From the small things of the garden to grand views of galaxies, these books give young readers some specific ideas while helping their imaginations soar – or, as the case may be, burrow. Peas on Earth is an adorable board book for children up to age three, a utopian view of peace (a deliberately obvious pun) put forth by super-cute, smiling peas and a lot of equally silly and delightful animals. Todd H. Doodler (pen name of pop artist Todd H. Goldman) has his peas, and therefore his readers (or more likely their parents), imagine a world “where everyone and everything got along,” in which the only fights are pillow fights, mice share cheese with elephants, “ants say bless you when anteaters sneeze,” and “fruits and vegetables taste just like candy” (although the illustration does not show anyone eating, ahem, peas). The book deliberately overdoes things, imagining “snowmen that never melt” and a perpetual time “when the skies are blue and the trees are always green!” It may be tough for parents to connect this hyper-optimism with everyday life, but the final plea to “give peas a chance” will surely resonate with families looking for an overdose of playfulness.

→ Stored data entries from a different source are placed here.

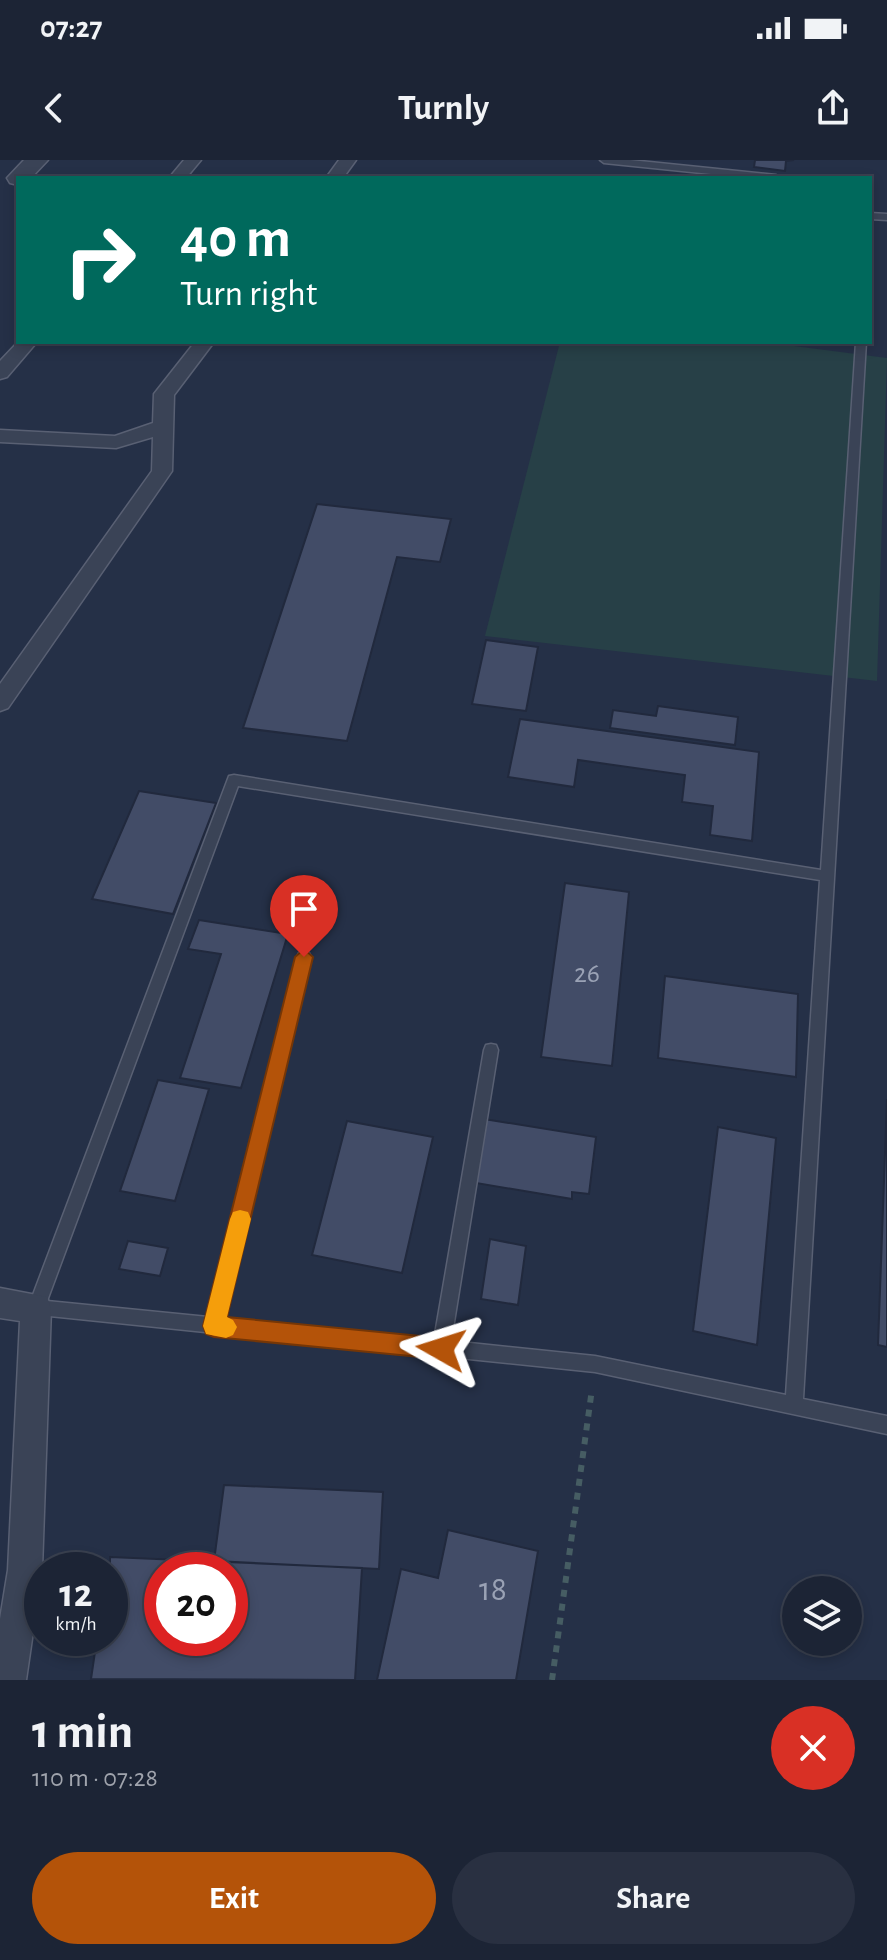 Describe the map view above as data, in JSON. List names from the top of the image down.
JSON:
{
  "house_numbers": ["26", "18"],
  "page": {
    "status": "07:27",
    "header": "Turnly",
    "turn": ["40 m", "Turn right"],
    "speed": "12 km/h",
    "limit": "20",
    "heading": ["1 min", "110 m · 07:28"],
    "buttons": ["Exit", "Share"]
  }
} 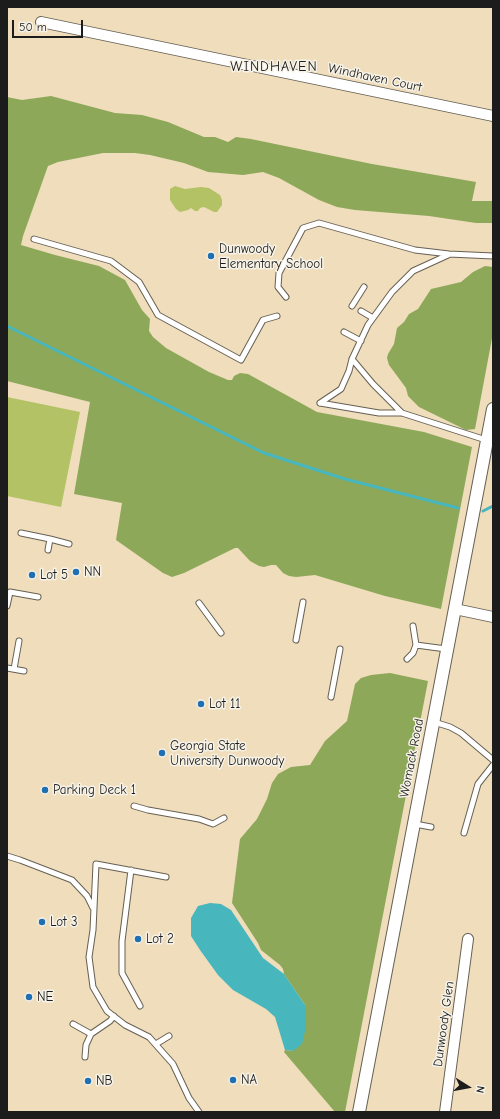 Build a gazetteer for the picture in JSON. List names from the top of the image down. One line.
{"streets":{"street":["Windhaven Court","Womack Road","Dunwoody Glen"]},"districts":["WINDHAVEN"],"places":["Dunwoody Elementary School","NN","Lot 5","Lot 11","Georgia State University Dunwoody","Parking Deck 1","Lot 3","Lot 2","NE","NA","NB"],"scale_bar":"50 m","north":"right"}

And speaking of vegetables, Secrets of the Garden deals with peas – and zucchini, carrots, beets and other produce – in a more, shall we say, down-to-earth manner. A straightforward informational book for ages 5-9, Kathleen Weidner Zoehfeld’s work is narrated by a young girl who, with her parents and brother, plants a vegetable garden. The book is pleasantly illustrated by Priscilla Lamont, who brings touches of humor to a subject that could otherwise be on the dry side: for example, the explanation of how plants sprout is narrated by a wide-eyed chicken. The book’s inside front and back covers show an earth-friendly exurban or rural yard, including everything from a chicken run and tree house to a rain barrel, compost bin and garden shed. The pictures here really help get the message across – a chart labeled “The Parts We Eat,” for example, shows the specific plants that provide food from leaves, roots, fruit, stems and seeds. Everything in the book is designed to be as eco-friendly as possible: the girl thinks happily about mice and worries that a hawk might catch them (the bird, not very realistically, catches a grasshopper instead, and it “glides down silently” instead of plunging dramatically). The two chicken co-narrators enliven the pages, flying a plane that pulls a chart called “A Longer Food Chain” at one point, displaying pictures of herbivores and carnivores at another, and eventually showing the tremendous interconnectedness of plants, insects and animals in a food web. One page is made more interesting because text about worms runs “underground” through multiple tunnels, beneath a paragraph in ordinary type with comments such as, “We use our cultivators to loosen up the soil around the plants so water can get down to the roots.” Secrets of the Garden is a pleasant book for families with a serious interest in backyard projects and in ecology: the scenes do not fit an urban environment or an ordinary suburban one where keeping chickens is not allowed. But parents hoping for homegrown produce or wanting to teach children the basics of how things grow and where the plants we eat come from will find it a fine teaching tool.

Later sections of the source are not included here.